__EXERCISE INSTRUCTIONS__. Would you please transcribe the records below exactly, leaving out the pictures?

Content starts

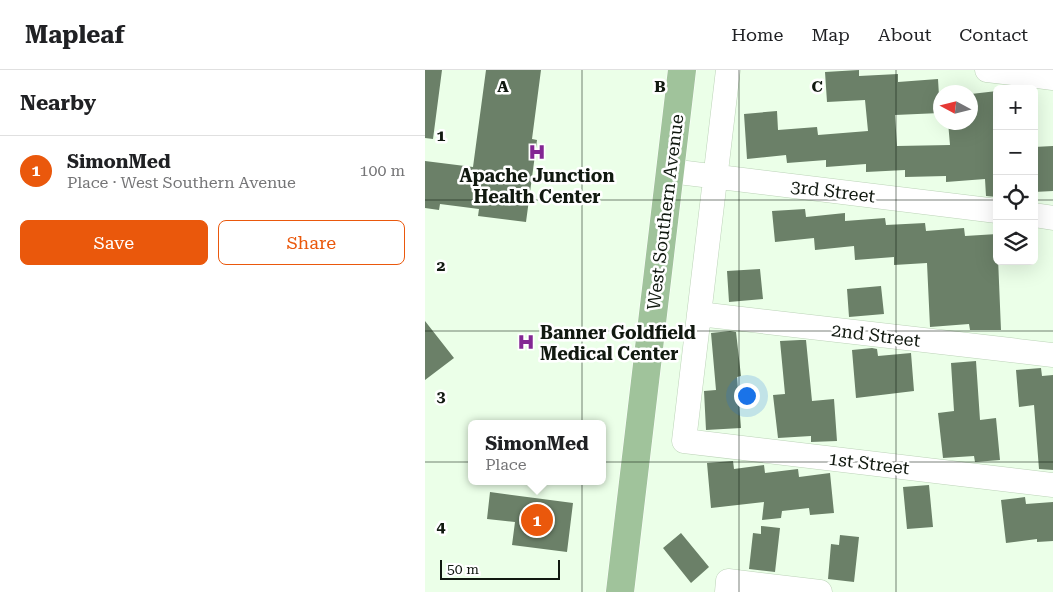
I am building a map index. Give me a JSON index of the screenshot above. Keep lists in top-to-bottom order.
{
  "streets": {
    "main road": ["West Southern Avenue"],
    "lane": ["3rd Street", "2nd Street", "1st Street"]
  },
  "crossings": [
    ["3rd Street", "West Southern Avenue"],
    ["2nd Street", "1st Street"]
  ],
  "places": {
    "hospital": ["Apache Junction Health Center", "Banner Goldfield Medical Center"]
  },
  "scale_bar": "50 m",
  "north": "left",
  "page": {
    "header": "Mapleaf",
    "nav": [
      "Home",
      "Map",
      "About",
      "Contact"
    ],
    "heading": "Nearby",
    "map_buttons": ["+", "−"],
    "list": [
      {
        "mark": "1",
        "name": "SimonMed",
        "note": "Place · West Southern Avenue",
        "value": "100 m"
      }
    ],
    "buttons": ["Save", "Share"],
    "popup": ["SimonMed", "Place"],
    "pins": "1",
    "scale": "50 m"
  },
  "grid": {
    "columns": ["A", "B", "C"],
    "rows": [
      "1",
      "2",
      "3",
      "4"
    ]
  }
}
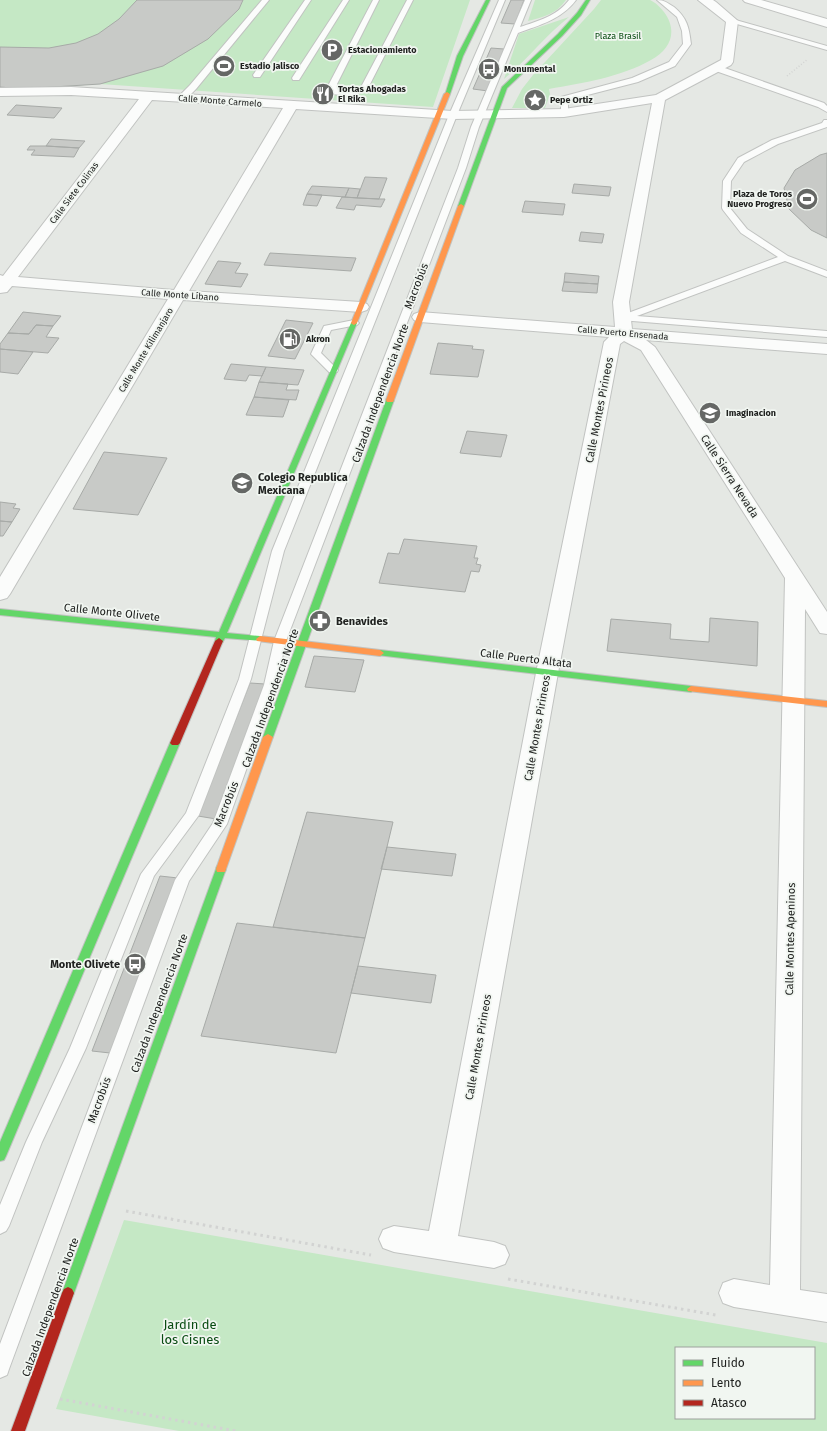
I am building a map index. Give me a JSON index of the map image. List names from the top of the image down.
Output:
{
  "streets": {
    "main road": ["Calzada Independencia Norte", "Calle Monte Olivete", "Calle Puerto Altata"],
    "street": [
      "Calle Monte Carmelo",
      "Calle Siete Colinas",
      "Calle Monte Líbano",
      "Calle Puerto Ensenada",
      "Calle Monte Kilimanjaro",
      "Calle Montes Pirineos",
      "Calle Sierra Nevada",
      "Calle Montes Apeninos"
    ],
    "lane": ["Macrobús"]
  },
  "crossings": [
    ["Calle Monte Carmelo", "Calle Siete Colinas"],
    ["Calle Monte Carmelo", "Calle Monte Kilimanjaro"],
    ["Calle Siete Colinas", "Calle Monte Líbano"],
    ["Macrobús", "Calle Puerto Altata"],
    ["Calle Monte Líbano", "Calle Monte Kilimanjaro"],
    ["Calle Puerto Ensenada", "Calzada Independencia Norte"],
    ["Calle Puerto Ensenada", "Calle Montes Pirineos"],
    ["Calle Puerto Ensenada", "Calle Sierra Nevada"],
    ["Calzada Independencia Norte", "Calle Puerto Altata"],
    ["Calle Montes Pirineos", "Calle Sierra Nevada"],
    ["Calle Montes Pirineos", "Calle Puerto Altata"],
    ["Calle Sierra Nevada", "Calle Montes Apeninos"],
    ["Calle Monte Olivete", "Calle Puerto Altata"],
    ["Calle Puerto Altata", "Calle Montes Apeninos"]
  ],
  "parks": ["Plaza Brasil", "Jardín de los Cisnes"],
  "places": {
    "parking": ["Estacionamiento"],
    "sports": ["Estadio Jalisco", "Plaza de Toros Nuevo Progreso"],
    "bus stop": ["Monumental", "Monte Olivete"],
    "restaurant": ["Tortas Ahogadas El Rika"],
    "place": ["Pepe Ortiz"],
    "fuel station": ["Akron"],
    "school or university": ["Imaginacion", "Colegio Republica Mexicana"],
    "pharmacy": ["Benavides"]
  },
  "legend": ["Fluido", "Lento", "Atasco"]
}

Content ends

__REPLY TO THE TASK__.
I am building a map index. Give me a JSON index of the screenshot above. Keep lists in top-to-bottom order.
{
  "streets": {
    "main road": ["West Southern Avenue"],
    "lane": ["3rd Street", "2nd Street", "1st Street"]
  },
  "crossings": [
    ["3rd Street", "West Southern Avenue"],
    ["2nd Street", "1st Street"]
  ],
  "places": {
    "hospital": ["Apache Junction Health Center", "Banner Goldfield Medical Center"]
  },
  "scale_bar": "50 m",
  "north": "left",
  "page": {
    "header": "Mapleaf",
    "nav": [
      "Home",
      "Map",
      "About",
      "Contact"
    ],
    "heading": "Nearby",
    "map_buttons": ["+", "−"],
    "list": [
      {
        "mark": "1",
        "name": "SimonMed",
        "note": "Place · West Southern Avenue",
        "value": "100 m"
      }
    ],
    "buttons": ["Save", "Share"],
    "popup": ["SimonMed", "Place"],
    "pins": "1",
    "scale": "50 m"
  },
  "grid": {
    "columns": ["A", "B", "C"],
    "rows": [
      "1",
      "2",
      "3",
      "4"
    ]
  }
}
I am building a map index. Give me a JSON index of the map image. List names from the top of the image down.
Output:
{
  "streets": {
    "main road": ["Calzada Independencia Norte", "Calle Monte Olivete", "Calle Puerto Altata"],
    "street": [
      "Calle Monte Carmelo",
      "Calle Siete Colinas",
      "Calle Monte Líbano",
      "Calle Puerto Ensenada",
      "Calle Monte Kilimanjaro",
      "Calle Montes Pirineos",
      "Calle Sierra Nevada",
      "Calle Montes Apeninos"
    ],
    "lane": ["Macrobús"]
  },
  "crossings": [
    ["Calle Monte Carmelo", "Calle Siete Colinas"],
    ["Calle Monte Carmelo", "Calle Monte Kilimanjaro"],
    ["Calle Siete Colinas", "Calle Monte Líbano"],
    ["Macrobús", "Calle Puerto Altata"],
    ["Calle Monte Líbano", "Calle Monte Kilimanjaro"],
    ["Calle Puerto Ensenada", "Calzada Independencia Norte"],
    ["Calle Puerto Ensenada", "Calle Montes Pirineos"],
    ["Calle Puerto Ensenada", "Calle Sierra Nevada"],
    ["Calzada Independencia Norte", "Calle Puerto Altata"],
    ["Calle Montes Pirineos", "Calle Sierra Nevada"],
    ["Calle Montes Pirineos", "Calle Puerto Altata"],
    ["Calle Sierra Nevada", "Calle Montes Apeninos"],
    ["Calle Monte Olivete", "Calle Puerto Altata"],
    ["Calle Puerto Altata", "Calle Montes Apeninos"]
  ],
  "parks": ["Plaza Brasil", "Jardín de los Cisnes"],
  "places": {
    "parking": ["Estacionamiento"],
    "sports": ["Estadio Jalisco", "Plaza de Toros Nuevo Progreso"],
    "bus stop": ["Monumental", "Monte Olivete"],
    "restaurant": ["Tortas Ahogadas El Rika"],
    "place": ["Pepe Ortiz"],
    "fuel station": ["Akron"],
    "school or university": ["Imaginacion", "Colegio Republica Mexicana"],
    "pharmacy": ["Benavides"]
  },
  "legend": ["Fluido", "Lento", "Atasco"]
}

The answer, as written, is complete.